Hart and his aides have said that the Herald mistakenly believed a woman was in the townhouse overnight because its reporters were not watching the back door.
Hart also said Tuesday that he offered information to the Herald backing up his version of events, but that the reporters did not want to hear it right away because they wanted to file their story before the deadline for the Sunday newspaper.
Richard G. Capen, the Herald’s publisher, defended the newspaper in remarks that prefaced a question to Hart at the luncheon.
″We stand by the essential facts of the story,″ Capen said.

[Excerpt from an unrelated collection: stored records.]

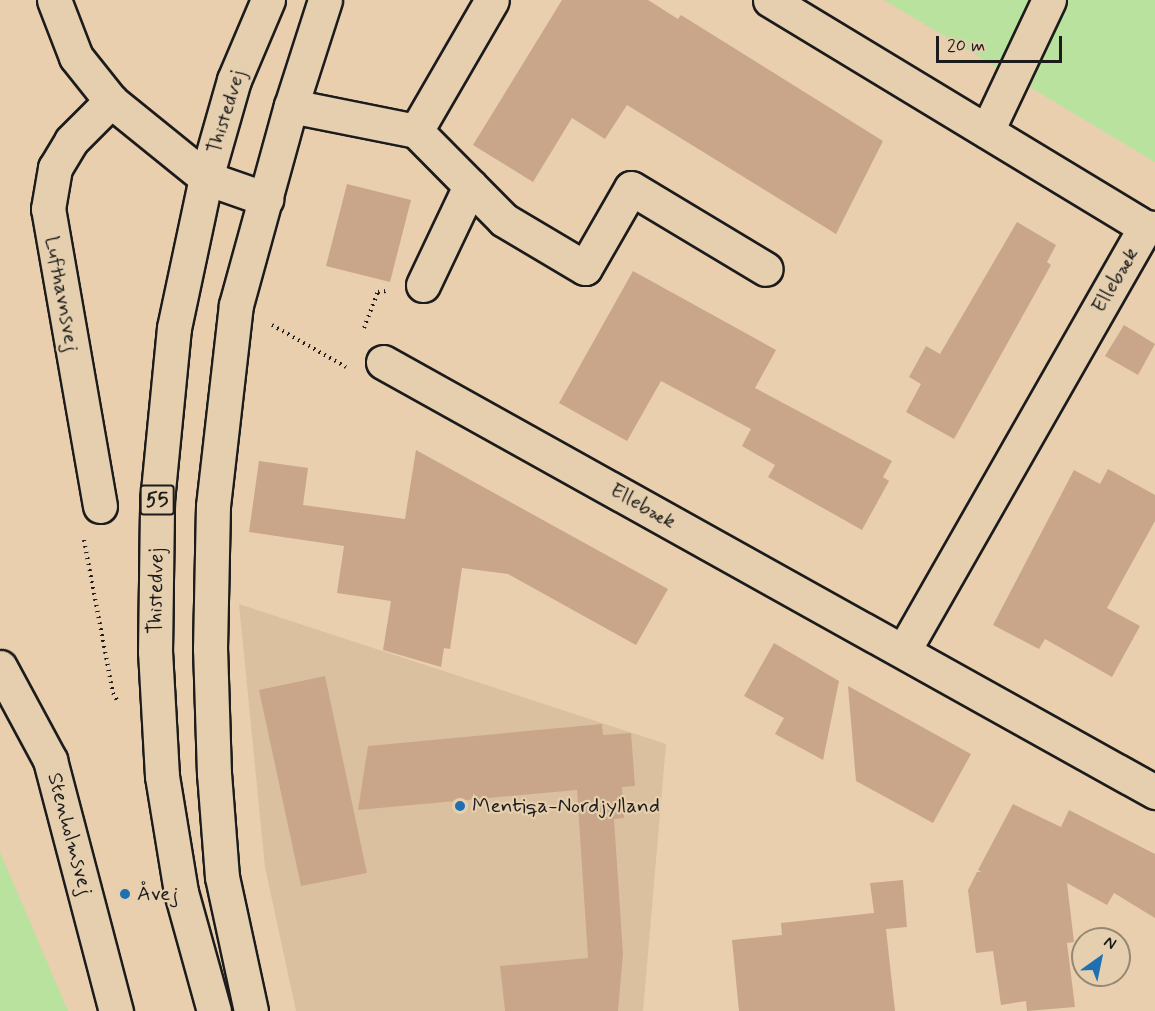 <!DOCTYPE html>
<meta charset="utf-8">
<style>
body{margin:0}
#map{position:relative;width:1155px;height:1011px;overflow:hidden;background:#e9cfad;font-family:Mynerve,sans-serif}
div>[style]{position:absolute}
.built>*{inset:0;background:#dbc09f}
.green>*{inset:0;background:#b8e29e}
.building>*{inset:0;background:#c9a68a}
.path>*{height:4px;margin-top:-2px;transform-origin:0;background:repeating-linear-gradient(90deg,#1c1c1c 0 1.5px,transparent 0 6px)}
.roads{filter:drop-shadow(2px 0 #1c1c1c) drop-shadow(-2px 0 #1c1c1c) drop-shadow(0 2px #1c1c1c) drop-shadow(0 -2px #1c1c1c)}
.minor>*{height:33px;margin:-16.5px;padding:0 16.5px;transform-origin:16.5px;border-radius:16.5px;background:#e5cfae}
.major>*{height:33px;margin:-16.5px;padding:0 16.5px;transform-origin:16.5px;border-radius:16.5px;background:#e5cfae}
.dots>*{width:16px;height:16px;translate:-50% -50%;box-sizing:border-box;border:3px solid #e5cfae;border-radius:50%}
span{translate:-50% -50%;white-space:nowrap;text-align:center;line-height:1.15;-webkit-text-stroke:4.5px #e5cfae;paint-order:stroke}
.shield-label span{padding:2px 4px;background:#e5cfae;border:2px solid;border-radius:4px;-webkit-text-stroke-width:0}
.shield-label{font-size:20px;color:#1c1c1c;font-weight:700}
.street-label{font-size:21px;color:#1c1c1c}
.poi-label{font-size:21px;color:#1c1c1c}
.left{translate:0 -50%;text-align:left}
.north{position:absolute;left:1071px;top:927px;width:60px;height:60px;box-sizing:border-box;background:#e5cfae;border:2px solid #958774;border-radius:50%;rotate:33deg;font-size:16px;font-weight:700;line-height:24px;text-align:center;color:#1c1c1c}
.north::after{content:'';display:block;margin:auto;width:21px;height:27px;background:#1f6fb2;clip-path:polygon(50% 0,100% 100%,50% 72%,0 100%)}
.scale{position:absolute;left:936px;top:36px;width:126px;height:27px;box-sizing:border-box;border:3px solid #1c1c1c;border-top:0;padding-left:8px;font-size:18px;line-height:21px;white-space:nowrap;color:#1c1c1c;-webkit-text-stroke:4px #e5cfae;paint-order:stroke}
</style>
<div id="map">
<div class="built">
<div style="clip-path:polygon(239px 604px,666px 744px,643px 1011px,296px 1011px,265px 867px)"></div>
</div>
<div class="green">
<div style="clip-path:polygon(884px 0,1155px 0,1155px 162px)"></div>
<div style="clip-path:polygon(0 852px,68px 1011px,0 1011px)"></div>
</div>
<div class="building">
<div style="clip-path:polygon(562px 0,648px 0,678px 19px,681px 15px,883px 141px,836px 234px,627px 105px,605px 139px,572px 118px,533px 182px,473px 145px)"></div>
<div style="clip-path:polygon(347px 184px,411px 200px,390px 282px,326px 266px)"></div>
<div style="clip-path:polygon(1017px 222px,1056px 245px,1047px 262px,1051px 265px,954px 439px,906px 412px,921px 384px,909px 377px,926px 346px,940px 354px)"></div>
<div style="clip-path:polygon(633px 271px,776px 350px,755px 388px,892px 461px,883px 477px,889px 481px,862px 530px,768px 477px,775px 465px,742px 446px,751px 429px,661px 381px,627px 441px,559px 403px)"></div>
<div style="clip-path:polygon(1124px 325px,1155px 344px,1138px 375px,1105px 356px)"></div>
<div style="clip-path:polygon(416px 450px,668px 589px,636px 645px,508px 574px,462px 568px,450px 649px,444px 648px,441px 667px,383px 650px,391px 601px,337px 593px,344px 546px,249px 532px,259px 461px,308px 468px,303px 505px,405px 519px)"></div>
<div style="clip-path:polygon(1108px 469px,1155px 495px,1155px 521px,1107px 608px,1140px 626px,1112px 677px,1045px 639px,1039px 649px,993px 625px,1074px 470px,1100px 484px)"></div>
<div style="clip-path:polygon(774px 643px,839px 681px,823px 760px,775px 734px,784px 718px,744px 696px)"></div>
<div style="clip-path:polygon(325px 676px,367px 873px,301px 886px,259px 690px)"></div>
<div style="clip-path:polygon(848px 686px,971px 754px,933px 823px,856px 781px)"></div>
<div style="clip-path:polygon(602px 724px,603px 735px,631px 733px,635px 786px,622px 787px,624px 818px,614px 819px,623px 954px,618px 1011px,505px 1011px,500px 966px,588px 958px,577px 790px,358px 810px,368px 746px)"></div>
<div style="clip-path:polygon(1013px 804px,1061px 827px,1069px 810px,1155px 854px,1155px 918px,1114px 893px,1107px 905px,1067px 883px,1074px 942px,1067px 943px,1075px 1007px,1027px 1011px,1026px 1001px,1001px 1005px,993px 951px,976px 953px,968px 890px,977px 872px,981px 872px,978px 870px)"></div>
<div style="clip-path:polygon(903px 880px,907px 927px,886px 929px,895px 1011px,739px 1011px,732px 940px,782px 935px,781px 923px,874px 913px,870px 883px)"></div>
</div>
<div class="path">
<div style="left:272px;top:325px;width:85px;rotate:29.6deg"></div>
<div style="left:364px;top:328px;width:39px;rotate:-69deg"></div>
<div style="left:378px;top:292px;width:8px;rotate:-7deg"></div>
<div style="left:84px;top:540px;width:156px;rotate:79.3deg"></div>
<div style="left:113px;top:693px;width:10px;rotate:61deg"></div>
</div>
<div class="roads">
<div class="minor">
<div style="left:54px;top:0;width:61px;rotate:68.9deg"></div>
<div style="left:76px;top:57px;width:56px;rotate:51.5deg"></div>
<div style="left:111px;top:101px;width:122px;rotate:39deg"></div>
<div style="left:206px;top:178px;width:64px;rotate:19.3deg"></div>
<div style="left:770px;top:0;width:438px;rotate:31.2deg"></div>
<div style="left:1145px;top:227px;width:10px;rotate:6deg"></div>
<div style="left:291px;top:106px;width:127px;rotate:11.3deg"></div>
<div style="left:416px;top:131px;width:151px;rotate:-59.9deg"></div>
<div style="left:416px;top:131px;width:125px;rotate:45.3deg"></div>
<div style="left:504px;top:220px;width:94px;rotate:30.7deg"></div>
<div style="left:585px;top:268px;width:92px;rotate:-60.1deg"></div>
<div style="left:631px;top:188px;width:157px;rotate:31deg"></div>
<div style="left:987px;top:131px;width:145px;rotate:-64.7deg"></div>
<div style="left:423px;top:285px;width:110px;rotate:-64.6deg"></div>
<div style="left:383px;top:362px;width:884px;rotate:29.12deg"></div>
<div style="left:100px;top:506px;width:302px;rotate:-99.9deg"></div>
<div style="left:48px;top:209px;width:42px;rotate:-80.3deg"></div>
<div style="left:55px;top:168px;width:31px;rotate:-59deg"></div>
<div style="left:71px;top:141px;width:57px;rotate:-45deg"></div>
<div style="left:904px;top:650px;width:487px;rotate:-60.3deg"></div>
<div style="left:0;top:667px;width:106px;rotate:61.7deg"></div>
<div style="left:50px;top:760px;width:260px;rotate:75.3deg"></div>
</div>
<div class="major">
<div style="left:214px;top:1011px;width:123px;rotate:-105.5deg"></div>
<div style="left:181px;top:892px;width:118px;rotate:-99.3deg"></div>
<div style="left:162px;top:776px;width:124px;rotate:-93.2deg"></div>
<div style="left:155px;top:652px;width:151px;rotate:-89.2deg"></div>
<div style="left:157px;top:501px;width:174px;rotate:-84.4deg"></div>
<div style="left:174px;top:328px;width:153px;rotate:-78deg"></div>
<div style="left:206px;top:178px;width:102px;rotate:-74.1deg"></div>
<div style="left:234px;top:80px;width:87px;rotate:-67deg"></div>
<div style="left:251px;top:1011px;width:137px;rotate:-102.2deg"></div>
<div style="left:222px;top:877px;width:103px;rotate:-94.4deg"></div>
<div style="left:214px;top:774px;width:125px;rotate:-91.8deg"></div>
<div style="left:210px;top:649px;width:143px;rotate:-88.8deg"></div>
<div style="left:213px;top:506px;width:202px;rotate:-83.5deg"></div>
<div style="left:236px;top:305px;width:206px;rotate:-74.6deg"></div>
<div style="left:291px;top:106px;width:111px;rotate:-72.2deg"></div>
</div>
</div>
<div class="dots">
<div style="left:460px;top:806px;background:#1f6fb2"></div>
<div style="left:125px;top:894px;background:#1f6fb2"></div>
</div>
<div class="shield-label">
<span style="left:157px;top:500px">55</span>
</div>
<div class="street-label">
<span style="left:226px;top:112px;rotate:-73deg">Thistedvej</span>
<span style="left:1115px;top:280px;rotate:-60deg">Ellebæk</span>
<span style="left:62px;top:294px;rotate:80deg">Lufthavnsvej</span>
<span style="left:643px;top:506px;rotate:29deg">Ellebæk</span>
<span style="left:156px;top:591px;rotate:-89deg">Thistedvej</span>
<span style="left:70px;top:834px;rotate:75deg">Stenholmsvej</span>
</div>
<div class="poi-label">
<span class="left" style="left:472px;top:806px">Mentiqa-Nordjylland</span>
<span class="left" style="left:137px;top:894px">Åvej</span>
</div>
<div class="north">N</div>
<div class="scale">20 m</div>
</div>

He added that it was possible that someone had left Hart’s house by the rear door, but added that the Herald had interviewed Hart and others involved in the story ″and we’ve given their comments full and prominent display in the Miami Herald.″
Ronald A. Ortiz, publisher of the Vineland (N.J.) Times Journal, said, ″I guess I have problems with the urgency of getting the story into print before substantiating all the facts.″
Wible said that if Hart ″gave a lot of significant information which clarified what was going on, and the reporters didn’t want to hear that ... I have some trouble with that.″ He stressed that he hadn’t heard the reporters’ side of the story.
Tom Fiedler, one of the Herald’s reporters, said the offer of more information was contingent on the newspaper not running the story on Sunday.